Erin doesn’t say anything, just looks at me with those eyes. “You’ll like George,” I tell her. “He’s a real nice guy.”
When I go to bed that night, I’m on the couch. I let Sarah and Jerry stay in my room, on the waterbed. Sarah’s put down an air mattress for the girls, and I wonder if she and Jerry will be able to do anything with them in the room. Or maybe they don’t do anything at all anymore, I don’t know. I think about Gloria. About how we bought the bed together when we first got married. Her daughter, Angie, was just a baby then and slept in the crib next to us. She never seemed to mind the noises we made or the cigarettes we smoked afterwards. Angie was a real quiet baby. A good girl, and back then I could touch her sweet little skin without anybody ever thinking a bad thing about it.
I used to know every inch of Gloria’s head, the places where tiny grey hairs were sneaking in, the line around the crown where the hair dye had grown out. I wonder how people can fall out of love so fast, like there wasn’t ever anything between them. It’s chilly outside, so I get up to shut the window. The Doberman barks at the noise of it slamming shut, and I make sure to tell Jerry tomorrow to keep the kids out of the yard if we’re not there, just in case it gets loose.
George shows up around eleven the next morning and P.J.’s with him. George is wearing a collared shirt and khaki shorts, not the sort of thing to play ball in. “Hey, Pete,” he says to me and opens the screen door before I can get to it. “P.J.’s been really excited to see you.”
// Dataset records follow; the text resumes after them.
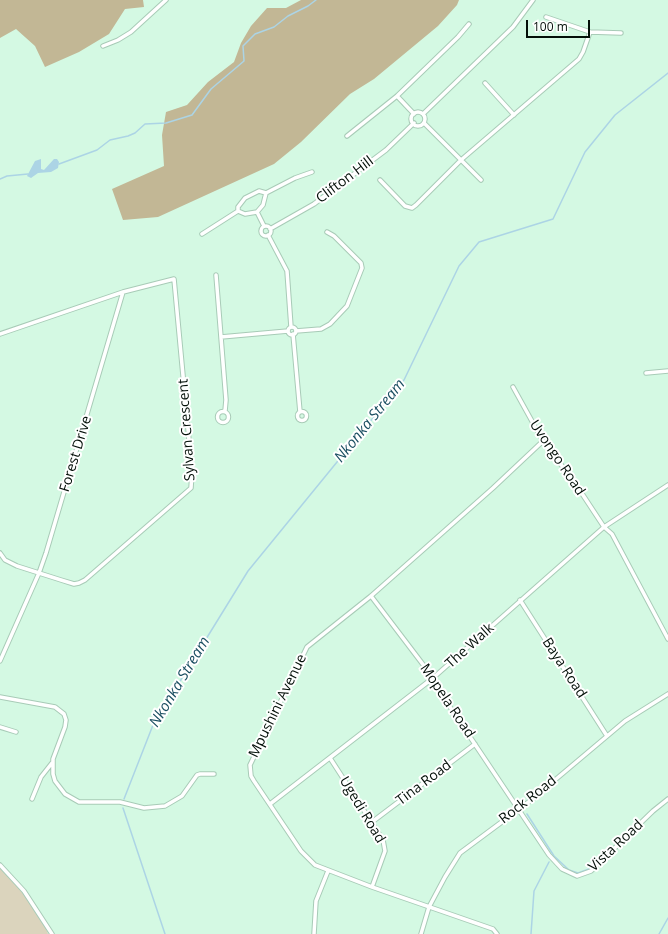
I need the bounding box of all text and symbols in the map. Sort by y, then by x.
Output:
scale bar [528,12,592,38]
text: 100 m [533,18,568,35]
street label: Clifton Hill [313,153,377,207]
water label: Nkonka Stream [331,376,409,466]
street label: Sylvan Crescent [175,378,199,482]
street label: Forest Drive [56,414,96,494]
street label: Uvongo Road [526,417,588,499]
street label: The Walk [442,620,498,672]
water label: Nkonka Stream [146,634,214,730]
street label: Baya Road [538,635,590,701]
street label: Mpushini Avenue [246,652,310,760]
street label: Mopela Road [416,661,478,741]
street label: Tina Road [393,757,455,809]
street label: Rock Road [496,772,560,828]
street label: Ugedi Road [336,774,388,846]
street label: Vista Road [585,817,647,875]

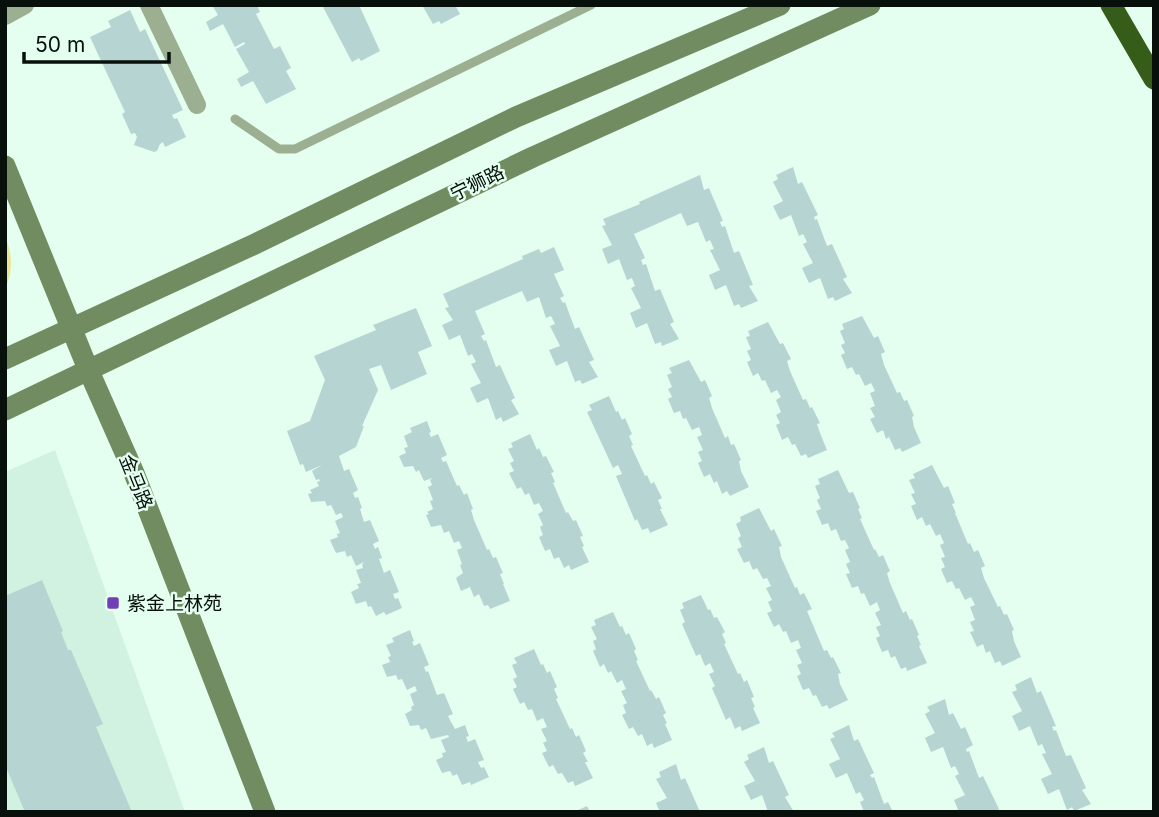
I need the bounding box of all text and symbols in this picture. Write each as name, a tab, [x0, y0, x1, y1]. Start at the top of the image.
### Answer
scale bar	[24, 21, 170, 65]
text: 50 m	[35, 32, 85, 57]
street label: 宁狮路	[446, 160, 508, 206]
street label: 金马路	[115, 451, 157, 513]
place label: 紫金上林苑	[127, 592, 222, 615]
marker: 紫金上林苑	[105, 595, 121, 611]

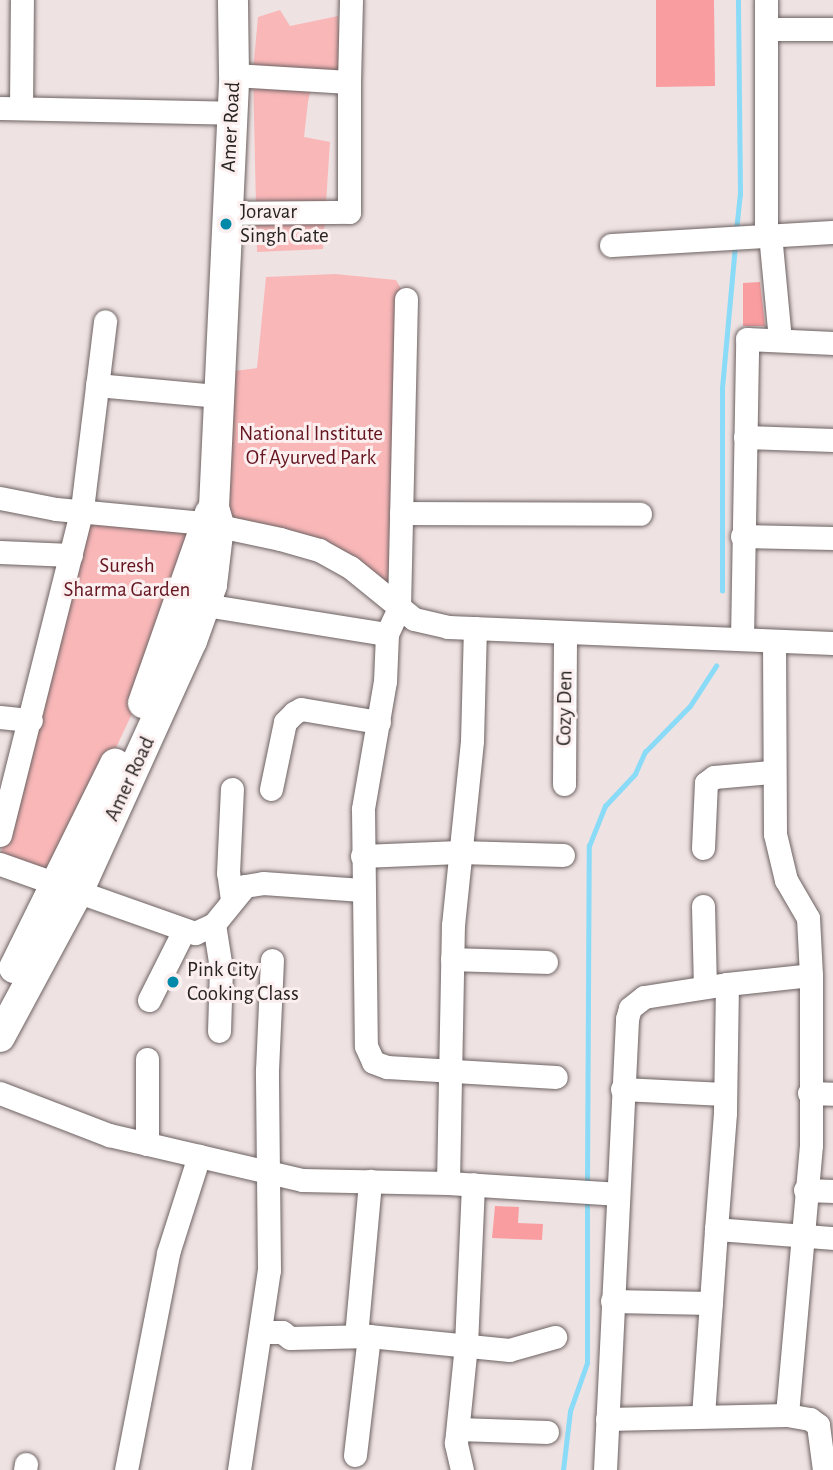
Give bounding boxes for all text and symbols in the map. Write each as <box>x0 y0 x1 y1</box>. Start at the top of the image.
street label: Amer Road <box>216 81 246 173</box>
place label: Joravar Singh Gate <box>240 199 329 249</box>
marker: Joravar Singh Gate <box>218 216 234 232</box>
park label: National Institute Of Ayurved Park <box>239 421 383 471</box>
park label: Suresh Sharma Garden <box>64 553 190 603</box>
street label: Cozy Den <box>552 670 578 746</box>
street label: Amer Road <box>99 733 161 825</box>
place label: Pink City Cooking Class <box>187 957 299 1007</box>
marker: Pink City Cooking Class <box>165 974 181 990</box>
P.J. follows him in, wearing a Cornhusker sweatshirt that I bought for him last time he was over. He looks anything but excited. “Hey, Dad,” he says, and plunks himself on the couch. He’s getting pretty chubby for a fourteen-year-old, and I wonder if Gloria’s not making him exercise.
Jerry comes out from the bathroom and says hello to everyone. I introduce him to George, and they shake hands, like maybe they’ve known each other before and are friends. “Heard a lot about you,” George tells him, and Jerry smiles like he’s expected this. The girls tumble in from the bedroom, following Sarah. They’ve slept late and are still rubbing the sleep out of their eyes. Erin’s wearing sports shorts and a tank top. Already she’s got a small chest on her, but she’s not wearing a bra. I notice her looking at George, probably hoping he’ll notice this too. George is good looking and closer to her age, but I think she’s probably too young to be thinking things like this. But girls develop faster than boys, they’re always thinking about how to impress us.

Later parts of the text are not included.